In the case of Insanity Points it's tempting due to flavoursome Primarch's Curse but you're right.

In the case of Corruption Points, I see it a bit differently. Marines can and do fall.

Alex

ak-73 said:

In the case of Insanity Points it's tempting due to flavoursome Primarch's Curse but you're right.

In the case of Corruption Points, I see it a bit differently. Marines can and do fall.

Alex

Oh, they do fall, but it's harder for them to fall than for the rest of humanity. In return, their fall leaves a much greater impact on the galaxy.

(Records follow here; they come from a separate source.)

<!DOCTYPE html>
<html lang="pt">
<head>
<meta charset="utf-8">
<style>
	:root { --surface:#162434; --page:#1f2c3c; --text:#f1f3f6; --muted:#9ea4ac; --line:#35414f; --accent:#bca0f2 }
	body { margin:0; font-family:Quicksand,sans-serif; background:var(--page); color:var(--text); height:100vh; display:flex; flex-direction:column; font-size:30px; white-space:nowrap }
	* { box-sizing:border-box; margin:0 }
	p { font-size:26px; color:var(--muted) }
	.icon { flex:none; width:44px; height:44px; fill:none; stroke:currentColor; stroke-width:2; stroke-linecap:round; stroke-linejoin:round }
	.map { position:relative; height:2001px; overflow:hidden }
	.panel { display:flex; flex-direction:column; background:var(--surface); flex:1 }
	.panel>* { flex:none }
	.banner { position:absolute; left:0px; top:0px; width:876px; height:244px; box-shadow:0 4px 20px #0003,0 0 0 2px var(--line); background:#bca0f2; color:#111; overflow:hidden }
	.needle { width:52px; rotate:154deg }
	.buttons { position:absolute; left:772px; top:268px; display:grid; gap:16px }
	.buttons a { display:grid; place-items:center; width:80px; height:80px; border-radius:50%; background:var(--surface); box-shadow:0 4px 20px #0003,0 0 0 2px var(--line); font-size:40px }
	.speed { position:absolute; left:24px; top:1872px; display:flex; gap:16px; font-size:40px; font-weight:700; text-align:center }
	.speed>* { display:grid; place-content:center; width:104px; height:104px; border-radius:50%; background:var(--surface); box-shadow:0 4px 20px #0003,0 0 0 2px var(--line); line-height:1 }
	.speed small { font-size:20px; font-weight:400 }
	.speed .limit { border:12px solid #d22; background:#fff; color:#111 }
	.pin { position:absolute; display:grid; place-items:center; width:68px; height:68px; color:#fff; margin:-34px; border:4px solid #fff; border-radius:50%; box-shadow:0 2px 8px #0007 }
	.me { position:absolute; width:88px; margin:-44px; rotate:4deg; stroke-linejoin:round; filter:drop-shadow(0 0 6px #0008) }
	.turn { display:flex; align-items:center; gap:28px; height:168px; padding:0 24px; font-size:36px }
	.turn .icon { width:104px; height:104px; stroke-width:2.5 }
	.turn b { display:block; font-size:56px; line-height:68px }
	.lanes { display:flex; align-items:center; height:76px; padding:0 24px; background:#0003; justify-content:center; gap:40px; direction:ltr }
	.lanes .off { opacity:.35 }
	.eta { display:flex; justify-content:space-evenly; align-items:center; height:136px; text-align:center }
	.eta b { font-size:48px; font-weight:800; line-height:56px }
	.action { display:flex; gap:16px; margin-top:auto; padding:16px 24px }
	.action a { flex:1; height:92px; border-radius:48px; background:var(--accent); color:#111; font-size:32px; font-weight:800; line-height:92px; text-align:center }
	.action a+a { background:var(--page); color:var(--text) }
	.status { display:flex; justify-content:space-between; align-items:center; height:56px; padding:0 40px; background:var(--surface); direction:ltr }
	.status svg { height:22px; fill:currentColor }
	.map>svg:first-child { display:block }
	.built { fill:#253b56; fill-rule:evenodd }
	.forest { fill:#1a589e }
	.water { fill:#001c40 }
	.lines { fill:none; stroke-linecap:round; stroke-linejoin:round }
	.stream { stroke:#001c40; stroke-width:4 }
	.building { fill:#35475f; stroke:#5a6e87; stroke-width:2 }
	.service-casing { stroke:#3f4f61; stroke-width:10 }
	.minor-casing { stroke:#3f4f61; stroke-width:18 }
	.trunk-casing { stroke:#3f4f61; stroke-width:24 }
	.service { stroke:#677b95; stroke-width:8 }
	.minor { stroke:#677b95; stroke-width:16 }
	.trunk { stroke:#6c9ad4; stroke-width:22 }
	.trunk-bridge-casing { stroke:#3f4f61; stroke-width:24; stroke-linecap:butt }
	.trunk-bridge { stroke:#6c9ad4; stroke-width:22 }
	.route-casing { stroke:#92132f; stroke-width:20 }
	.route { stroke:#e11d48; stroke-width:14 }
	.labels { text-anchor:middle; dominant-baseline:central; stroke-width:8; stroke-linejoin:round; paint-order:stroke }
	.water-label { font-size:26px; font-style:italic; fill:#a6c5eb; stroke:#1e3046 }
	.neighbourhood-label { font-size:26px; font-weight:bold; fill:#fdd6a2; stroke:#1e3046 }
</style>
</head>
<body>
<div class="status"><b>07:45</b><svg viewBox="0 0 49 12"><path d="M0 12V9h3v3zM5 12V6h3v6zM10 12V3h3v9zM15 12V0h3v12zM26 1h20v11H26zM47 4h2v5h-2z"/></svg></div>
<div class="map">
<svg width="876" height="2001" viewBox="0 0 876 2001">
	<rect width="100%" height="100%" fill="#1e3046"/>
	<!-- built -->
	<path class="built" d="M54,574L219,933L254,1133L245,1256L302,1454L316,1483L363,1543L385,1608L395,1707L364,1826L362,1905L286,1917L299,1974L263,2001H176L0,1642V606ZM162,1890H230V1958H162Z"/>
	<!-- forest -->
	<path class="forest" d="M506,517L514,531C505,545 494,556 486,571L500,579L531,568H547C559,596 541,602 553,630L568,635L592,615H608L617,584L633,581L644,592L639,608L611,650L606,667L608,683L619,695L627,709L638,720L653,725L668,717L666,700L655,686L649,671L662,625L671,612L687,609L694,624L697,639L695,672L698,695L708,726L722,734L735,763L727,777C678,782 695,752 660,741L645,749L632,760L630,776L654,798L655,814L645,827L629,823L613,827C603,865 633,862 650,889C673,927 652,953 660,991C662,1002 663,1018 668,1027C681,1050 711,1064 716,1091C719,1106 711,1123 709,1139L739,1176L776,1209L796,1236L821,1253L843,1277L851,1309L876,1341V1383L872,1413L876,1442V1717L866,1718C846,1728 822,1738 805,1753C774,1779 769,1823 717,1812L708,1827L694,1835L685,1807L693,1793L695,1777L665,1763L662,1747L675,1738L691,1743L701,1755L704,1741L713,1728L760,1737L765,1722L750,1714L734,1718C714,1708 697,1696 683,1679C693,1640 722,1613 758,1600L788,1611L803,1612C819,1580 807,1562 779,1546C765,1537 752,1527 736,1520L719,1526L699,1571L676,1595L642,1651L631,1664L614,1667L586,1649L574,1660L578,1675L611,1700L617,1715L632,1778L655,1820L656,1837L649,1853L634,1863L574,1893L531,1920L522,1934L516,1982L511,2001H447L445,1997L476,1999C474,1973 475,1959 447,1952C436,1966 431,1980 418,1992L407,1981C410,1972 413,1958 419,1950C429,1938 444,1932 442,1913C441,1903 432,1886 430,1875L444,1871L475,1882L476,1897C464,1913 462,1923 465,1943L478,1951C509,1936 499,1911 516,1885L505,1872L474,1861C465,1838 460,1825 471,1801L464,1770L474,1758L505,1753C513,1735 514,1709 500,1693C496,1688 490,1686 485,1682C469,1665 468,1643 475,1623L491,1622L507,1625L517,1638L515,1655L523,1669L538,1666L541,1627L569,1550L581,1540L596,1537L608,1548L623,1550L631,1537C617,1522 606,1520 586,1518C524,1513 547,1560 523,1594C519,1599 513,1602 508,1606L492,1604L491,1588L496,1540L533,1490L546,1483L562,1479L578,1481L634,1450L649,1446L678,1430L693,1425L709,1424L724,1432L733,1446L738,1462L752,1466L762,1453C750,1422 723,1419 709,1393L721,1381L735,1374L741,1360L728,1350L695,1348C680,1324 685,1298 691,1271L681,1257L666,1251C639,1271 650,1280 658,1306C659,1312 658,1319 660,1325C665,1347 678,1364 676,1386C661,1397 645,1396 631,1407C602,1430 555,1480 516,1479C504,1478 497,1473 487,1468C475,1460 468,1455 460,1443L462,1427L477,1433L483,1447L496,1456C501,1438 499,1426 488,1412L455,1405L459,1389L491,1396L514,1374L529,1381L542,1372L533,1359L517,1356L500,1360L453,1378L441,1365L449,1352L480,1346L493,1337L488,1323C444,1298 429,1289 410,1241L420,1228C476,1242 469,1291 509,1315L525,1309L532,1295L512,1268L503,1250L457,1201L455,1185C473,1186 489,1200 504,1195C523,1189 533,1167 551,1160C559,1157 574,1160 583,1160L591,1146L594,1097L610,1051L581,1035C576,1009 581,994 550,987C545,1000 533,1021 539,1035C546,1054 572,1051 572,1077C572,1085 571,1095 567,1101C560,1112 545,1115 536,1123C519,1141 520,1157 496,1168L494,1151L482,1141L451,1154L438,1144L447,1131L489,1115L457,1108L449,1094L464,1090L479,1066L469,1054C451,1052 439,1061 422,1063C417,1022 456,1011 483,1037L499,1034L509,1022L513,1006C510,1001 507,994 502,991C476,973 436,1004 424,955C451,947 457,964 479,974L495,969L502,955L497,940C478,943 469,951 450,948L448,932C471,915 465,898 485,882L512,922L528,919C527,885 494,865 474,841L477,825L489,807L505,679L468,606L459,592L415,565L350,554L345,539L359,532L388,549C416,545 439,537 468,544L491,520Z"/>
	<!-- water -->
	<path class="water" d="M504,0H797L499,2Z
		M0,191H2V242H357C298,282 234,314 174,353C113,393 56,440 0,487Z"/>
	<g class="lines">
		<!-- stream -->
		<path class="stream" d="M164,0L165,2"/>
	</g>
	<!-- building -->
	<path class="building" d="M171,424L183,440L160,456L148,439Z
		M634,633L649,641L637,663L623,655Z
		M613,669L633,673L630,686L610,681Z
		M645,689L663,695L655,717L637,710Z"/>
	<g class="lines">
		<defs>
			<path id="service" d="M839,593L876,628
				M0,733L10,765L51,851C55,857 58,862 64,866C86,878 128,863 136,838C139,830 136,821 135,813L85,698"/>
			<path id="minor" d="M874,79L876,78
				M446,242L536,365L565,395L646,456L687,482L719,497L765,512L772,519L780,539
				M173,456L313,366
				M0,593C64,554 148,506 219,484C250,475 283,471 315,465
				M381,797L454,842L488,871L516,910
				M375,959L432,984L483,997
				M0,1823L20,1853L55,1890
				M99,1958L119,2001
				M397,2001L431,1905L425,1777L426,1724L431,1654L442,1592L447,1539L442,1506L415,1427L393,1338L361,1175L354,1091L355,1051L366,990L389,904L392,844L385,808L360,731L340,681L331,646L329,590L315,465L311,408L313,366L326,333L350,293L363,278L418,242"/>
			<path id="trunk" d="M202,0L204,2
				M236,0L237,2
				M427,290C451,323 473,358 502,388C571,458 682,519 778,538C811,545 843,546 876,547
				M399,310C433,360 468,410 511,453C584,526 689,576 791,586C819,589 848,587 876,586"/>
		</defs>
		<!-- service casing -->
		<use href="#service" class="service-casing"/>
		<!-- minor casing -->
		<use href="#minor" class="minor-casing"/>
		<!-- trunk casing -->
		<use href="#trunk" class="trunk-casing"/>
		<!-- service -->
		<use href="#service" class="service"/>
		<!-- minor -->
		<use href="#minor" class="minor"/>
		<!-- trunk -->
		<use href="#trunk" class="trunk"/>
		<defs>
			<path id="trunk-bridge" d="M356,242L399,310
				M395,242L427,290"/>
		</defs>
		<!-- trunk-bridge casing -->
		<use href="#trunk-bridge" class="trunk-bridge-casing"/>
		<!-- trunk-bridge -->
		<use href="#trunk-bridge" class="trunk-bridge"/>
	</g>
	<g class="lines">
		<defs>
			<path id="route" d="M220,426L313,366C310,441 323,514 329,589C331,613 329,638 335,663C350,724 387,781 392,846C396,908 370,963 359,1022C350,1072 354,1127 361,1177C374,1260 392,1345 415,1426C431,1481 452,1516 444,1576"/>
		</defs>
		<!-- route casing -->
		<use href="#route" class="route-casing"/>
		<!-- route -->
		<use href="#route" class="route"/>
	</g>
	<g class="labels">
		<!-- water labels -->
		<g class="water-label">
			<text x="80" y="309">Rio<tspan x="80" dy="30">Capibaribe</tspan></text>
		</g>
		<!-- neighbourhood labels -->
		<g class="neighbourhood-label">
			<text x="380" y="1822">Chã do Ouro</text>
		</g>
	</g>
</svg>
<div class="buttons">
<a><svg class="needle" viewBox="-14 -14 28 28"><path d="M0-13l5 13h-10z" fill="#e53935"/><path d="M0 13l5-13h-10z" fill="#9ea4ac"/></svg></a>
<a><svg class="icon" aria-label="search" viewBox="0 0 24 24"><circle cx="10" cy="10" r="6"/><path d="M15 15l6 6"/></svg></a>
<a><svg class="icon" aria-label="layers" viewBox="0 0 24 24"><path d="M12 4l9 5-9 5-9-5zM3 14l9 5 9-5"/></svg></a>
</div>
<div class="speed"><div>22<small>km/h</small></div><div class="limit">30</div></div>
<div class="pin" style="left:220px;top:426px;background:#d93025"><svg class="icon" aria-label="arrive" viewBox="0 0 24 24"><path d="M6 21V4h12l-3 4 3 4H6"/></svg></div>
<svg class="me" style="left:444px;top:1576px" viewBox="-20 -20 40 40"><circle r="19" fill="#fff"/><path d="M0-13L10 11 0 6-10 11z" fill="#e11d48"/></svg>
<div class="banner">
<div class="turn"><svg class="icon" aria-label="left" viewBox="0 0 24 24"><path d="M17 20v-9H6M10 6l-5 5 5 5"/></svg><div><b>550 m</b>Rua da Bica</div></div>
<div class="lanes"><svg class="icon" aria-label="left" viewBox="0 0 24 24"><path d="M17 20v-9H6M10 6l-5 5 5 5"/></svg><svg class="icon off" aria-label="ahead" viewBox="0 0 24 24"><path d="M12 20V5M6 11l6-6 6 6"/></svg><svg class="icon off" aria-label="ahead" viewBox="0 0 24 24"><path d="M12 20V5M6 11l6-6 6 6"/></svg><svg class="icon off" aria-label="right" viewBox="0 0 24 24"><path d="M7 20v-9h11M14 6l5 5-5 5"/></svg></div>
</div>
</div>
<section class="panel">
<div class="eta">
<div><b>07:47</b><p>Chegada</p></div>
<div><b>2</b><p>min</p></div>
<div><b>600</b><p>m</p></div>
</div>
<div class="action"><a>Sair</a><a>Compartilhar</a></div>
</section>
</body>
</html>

As I've heard people come out against it before, I'll add to this is that I like how Corruption is handled for Marines currently. Since I just can't find anything about sprouting armpit tentacles, because you accumulated too many Corruption points, that fits the theme of playing a warrior demi-god. And think it should stay that way and leave inflicting mutations on your players as something for 'special' occasions.

The discussions above about Insanity are spot-on, it has to be tailored to the chapter.

As for Corruption, simply showing them easily available, but heretical, means of power can inflict corruption. If they actually use the Xenos tech, the impossibly shard (read: Chaos) sword, or read the log entries of a Chaos Marine to find out where the rest of his horrible allies are, they're going to take way more corruption (if they fail the roll).

Also, I'm totally using the corruption-point based advancement from Black Crusade with my Space Marines. Corruption, instead of granting malignancies, will grant them awesome powers and let them channel elemental chaos - which will give them more corruption points and more awesome power. Of course, any sensible or noble marine would never use such blasphemous power, even to save the lives of his beloved battle-brothers, and would watch them die horribly one by one rather than use the power which could save their lives in an instant. In this case, they get Insanity points instead. I think "damned if you do, damned if you don't" scenarios are a great way to introduce insanity, corruption, and morality into a DW campaign.